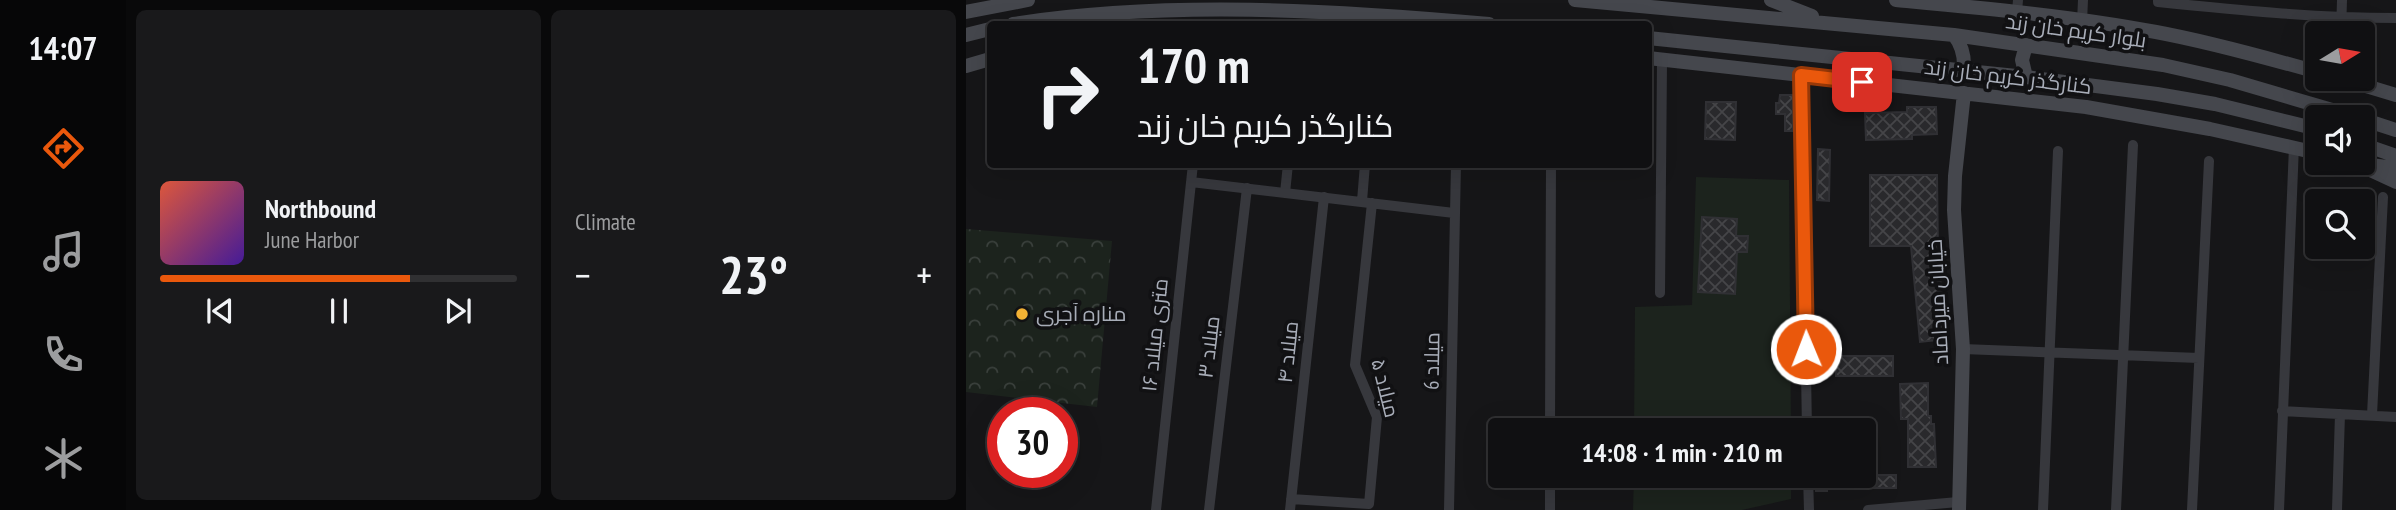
<!DOCTYPE html>
<meta charset="utf-8">
<style>
:root{--surface:#101012;--page:#19191b;--text:#f1f3f6;--muted:#9c9d9f;--line:#303032;--accent:#ea580c}
body{margin:0;font-family:"PT Sans Narrow",Cairo,sans-serif;background:var(--page);color:var(--text);height:100vh;display:flex;flex-direction:column;font-size:26px;white-space:nowrap}
*{box-sizing:border-box;margin:0}
p{font-size:23px;color:var(--muted)}
.icon{flex:none;width:38px;height:38px;fill:none;stroke:currentColor;stroke-width:2;stroke-linecap:round;stroke-linejoin:round}
.map{position:relative;flex:1;overflow:hidden}
.panel{display:flex;flex-direction:column;gap:10px;padding:10px;background:#09090a;width:840px}
.panel>*{flex:none}
.banner{position:absolute;left:21px;top:21px;width:665px;height:147px;border-radius:7px;box-shadow:0 7px 28px #0002,0 0 0 2px var(--line);background:#101012;color:var(--text);overflow:hidden}
.needle{width:46px;rotate:79deg}
.fabs{position:absolute;left:1339px;top:21px;display:grid;gap:14px}
.fabs a{display:grid;place-items:center;width:70px;height:70px;border-radius:7px;background:var(--surface);box-shadow:0 7px 28px #0002,0 0 0 2px var(--line);font-size:35px}
.speed{position:absolute;left:21px;top:397px;display:flex;gap:14px;font-size:35px;font-weight:700;text-align:center}
.speed>*{display:grid;place-content:center;width:91px;height:91px;border-radius:50%;background:var(--surface);box-shadow:0 7px 28px #0002,0 0 0 2px var(--line);line-height:1}
.speed .limit{border:10px solid #d22;background:#fff;color:#111}
.pin{position:absolute;display:grid;place-items:center;width:60px;height:60px;color:#fff;margin:-30px;border-radius:14px;box-shadow:0 4px 10px #0006}
.me{position:absolute;width:77px;margin:-38px;rotate:359deg;stroke-linejoin:round;filter:drop-shadow(0 0 5px #0008)}
.turn{display:flex;align-items:center;gap:24px;height:147px;padding:0 35px;font-size:32px}
.turn .icon{width:91px;height:91px;stroke-width:2.5}
.turn b{display:block;font-size:49px;line-height:60px}
.big{font-size:52px;font-weight:600;line-height:1.1}
.panel .widget{flex:1;display:flex;flex-direction:column;justify-content:center;gap:10px;min-width:0;padding:0 24px;border-radius:10px;background:var(--page)}
.song{display:flex;align-items:center;gap:21px}
.cover{width:84px;height:84px;border-radius:10px;background:linear-gradient(135deg,hsl(10 70% 55%),hsl(260 70% 35%))}
.played{height:7px;border-radius:4px;background:linear-gradient(90deg,var(--accent) 70%,var(--line) 70%)}
.keys{display:flex;justify-content:space-around;direction:ltr}
.heat{display:flex;justify-content:space-between;align-items:center;font-size:38px;direction:ltr}
.panel .tiles{flex:1;display:grid;gap:10px;grid-template-columns:repeat(2,1fr)}
.trip{position:absolute;left:522px;top:418px;width:388px;height:70px;border-radius:7px;background:var(--surface);box-shadow:0 7px 28px #0002,0 0 0 2px var(--line);font-weight:600;line-height:70px;text-align:center}
main{display:flex;flex:1;min-height:0}
.dock{display:flex;flex-direction:column;width:126px;justify-content:space-around;align-items:center;background:#060607;color:var(--muted)}
.dock .icon{width:49px;height:49px}
.dock .active{color:var(--accent)}
.dock b{font-size:32px;color:var(--text)}
.map>svg:first-child{display:block}
.park{fill:url(#park-crowns)}
.pitch{fill:#1c231d}
.building{fill:url(#building-cross-hatch);stroke:#303034;stroke-width:2}
.lines{fill:none;stroke-linecap:round;stroke-linejoin:round}
.street{stroke:#37383d;stroke-width:10}
.secondary{stroke:#45474d;stroke-width:14}
.route-casing{stroke:#983908;stroke-width:18}
.route{stroke:#ea580c;stroke-width:12}
.poi-dot{fill:#f2b134;stroke:#111113;stroke-width:2.5}
.labels{text-anchor:middle;stroke-width:7;stroke-linejoin:round;paint-order:stroke}
.street-label{font-size:21px;fill:#a8adb8;stroke:#111113}
.poi-label{font-size:21px;fill:#a8adb8;stroke:#111113;text-anchor:start}
</style>
<main>
<nav class="dock">
<b>14:07</b>
<svg class="icon active" aria-label="directions" viewBox="0 0 24 24"><path d="M12 3l9 9-9 9-9-9zM9 14v-3h6M13 9l2 2-2 2"/></svg>
<svg class="icon" aria-label="music" viewBox="0 0 24 24"><path d="M9 18V5l10-2v13"/><circle cx="6" cy="18" r="3"/><circle cx="16" cy="16" r="3"/></svg>
<svg class="icon" aria-label="phone" viewBox="0 0 24 24"><path d="M5 4h4l2 5-3 2q2 4 5 5l2-3 5 2v4C11 20 4 13 5 4z"/></svg>
<svg class="icon" aria-label="climate" viewBox="0 0 24 24"><path d="M12 3v18M4 7l16 10M4 17L20 7"/></svg>
</nav>
<section class="panel">
<div class="tiles">
<div class="widget">
<div class="song"><i class="cover"></i><div><b>Northbound</b><p>June Harbor</p></div></div>
<div class="played"></div>
<div class="keys"><svg class="icon" aria-label="previous" viewBox="0 0 24 24"><path d="M18 5L8 12l10 7zM5 5v14"/></svg><svg class="icon" aria-label="pause" viewBox="0 0 24 24"><path d="M8 5v14M16 5v14"/></svg><svg class="icon" aria-label="next" viewBox="0 0 24 24"><path d="M6 5l10 7-10 7zM19 5v14"/></svg></div>
</div>
<div class="widget"><p>Climate</p>
<div class="heat"><a>−</a><b class="big">23°</b><a>+</a></div>
</div>
</div>
</section>
<div class="map">
<svg width="1430" height="510" viewBox="0 0 1430 510">
<defs>
<pattern id="park-crowns" width="20" height="18" patternUnits="userSpaceOnUse" patternTransform="scale(1.75)"><rect width="20" height="18" fill="#1c231d"/><path d="M2 6a3 3 0 1 1 6 0M12 15a3 3 0 1 1 6 0" fill="none" stroke="#3a403c"/></pattern>
<pattern id="building-cross-hatch" width="8" height="8" patternUnits="userSpaceOnUse" patternTransform="scale(1.75)"><rect width="8" height="8" fill="#29292c"/><path d="M0 0l8 8M0 8l8-8" fill="none" stroke="#454548"/></pattern>
</defs>
<rect width="100%" height="100%" fill="#161618"/>
<path class="park" d="M0,229L146,241L131,407L0,392Z"/>
<path class="pitch" d="M730,177L823,180L825,430H668L669,307L726,305Z
M668,476H825V499L776,510H667Z"/>
<path class="building" d="M814,95H827V131H819V114H810V103H813Z
M740,102H770L769,140L739,139Z
M941,107H970L971,134L946,135V139L900,140L899,113L941,112Z
M852,149L864,150L863,201L851,200Z
M904,175H971L972,253L980,339L954,342L945,246H904Z
M736,217L771,219L770,236H782L781,252H771L769,294L732,292Z
M847,334L870,335V348L847,347Z
M870,356H927V376H870Z
M962,383V416H965V424H968L970,467H942V419H935L934,384Z
M902,475H930V488H902Z
M850,476H861V491H850Z"/>
<g class="lines">
<path class="street" d="M1192,0V2C1271,10 1350,18 1430,18
M1051,12L1052,0
M1116,22L1117,0
M1375,33L1376,0
M835,75L841,430
M225,182L488,213
M319,193L322,164
M396,201L399,164
M694,293L696,60
M997,349L1233,358
M1316,411L1430,417
M1406,415L1417,197
M584,430L585,164
M842,476L843,510
M325,499L403,504L411,417L389,365L406,203
M190,510L227,164
M243,510L281,188
M324,510L358,197
M483,510L490,164
M584,510V476
M902,510L992,502
M1077,510L1092,151
M1150,510L1167,145
M1226,510L1243,161
M1313,510L1328,146
M1371,510L1374,414"/>
<path class="secondary" d="M609,0L988,35L1197,65L1264,80L1390,117
M805,0L846,16
M930,0C1016,8 1106,16 1190,32C1244,42 1298,57 1351,72
M0,12L62,0
M47,24C199,0 370,10 523,24
M0,35L24,29
M988,35C995,44 998,54 998,65L993,70
M682,38L1060,77L1191,94L1249,104L1351,129
M1060,45L1056,60L1060,77
M682,58L1120,107L1244,129L1351,153
M0,66L24,59
M1377,79L1430,95
M1396,119L1430,130
M1396,144L1430,156
M1389,163L1430,182
M1404,165L1430,168
M993,510L997,349L988,210L989,176L998,93"/>
</g>
<g class="lines">
<g class="route-casing">
<path id="route" d="M840,349L835,75L896,82"/>
</g>
<use href="#route" class="route"/>
</g>
<circle class="poi-dot" cx="56" cy="314" r="7"/>
<g class="labels">
<g class="street-label">
<text transform="translate(1110 31) rotate(8)" y="7">بلوار کریم خان زند</text>
<text transform="translate(1042 77) rotate(7)" y="7">کنارگذر کریم خان زند</text>
<text transform="translate(972 302) rotate(-93)" y="7">خیابان میرداماد</text>
<text transform="translate(189 335) rotate(-84)" y="7">۱۶ متری میلاد</text>
<text transform="translate(243 347) rotate(-83)" y="7">میلاد ۳</text>
<text transform="translate(322 352) rotate(-84)" y="7">میلاد ۴</text>
<text transform="translate(466 361) rotate(-89)" y="7">میلاد 6</text>
<text transform="translate(419 388) rotate(76)" y="7">میلاد ۵</text>
</g>
<g class="poi-label">
<text x="70" y="321">مناره آجری</text>
</g>
</g>
</svg>
<div class="fabs">
<a><svg class="needle" viewBox="-14 -14 28 28"><path d="M0-13l5 13h-10z" fill="#e53935"/><path d="M0 13l5-13h-10z" fill="#9c9d9f"/></svg></a>
<a><svg class="icon" aria-label="sound" viewBox="0 0 24 24"><path d="M4 9h4l5-4v14l-5-4H4zM17 9q2 3 0 6"/></svg></a>
<a><svg class="icon" aria-label="search" viewBox="0 0 24 24"><circle cx="10" cy="10" r="6"/><path d="M15 15l6 6"/></svg></a>
</div>
<div class="speed"><div class="limit">30</div></div>
<div class="pin" style="left:896px;top:82px;background:#d93025"><svg class="icon" aria-label="arrive" viewBox="0 0 24 24"><path d="M6 21V4h12l-3 4 3 4H6"/></svg></div>
<svg class="me" style="left:840px;top:349px" viewBox="-20 -20 40 40"><circle r="17" fill="#ea580c" stroke="#fff" stroke-width="3"/><path d="M0-11L8 9 0 5-8 9z" fill="#fff"/></svg>
<div class="trip">14:08 · 1 min · 210 m</div>
<div class="banner">
<div class="turn"><svg class="icon" aria-label="right" viewBox="0 0 24 24"><path d="M7 20v-9h11M14 6l5 5-5 5"/></svg><div><b>170 m</b>کنارگذر کریم خان زند</div></div>
</div>
</div>
</main>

* * * * * * * * *

### [About this task]
Wherever a line in the records contains the word "crowns", copy that line.

### [Output of the task]
.park{fill:url(#park-crowns)}
<pattern id="park-crowns" width="20" height="18" patternUnits="userSpaceOnUse" patternTransform="scale(1.75)"><rect width="20" height="18" fill="#1c231d"/><path d="M2 6a3 3 0 1 1 6 0M12 15a3 3 0 1 1 6 0" fill="none" stroke="#3a403c"/></pattern>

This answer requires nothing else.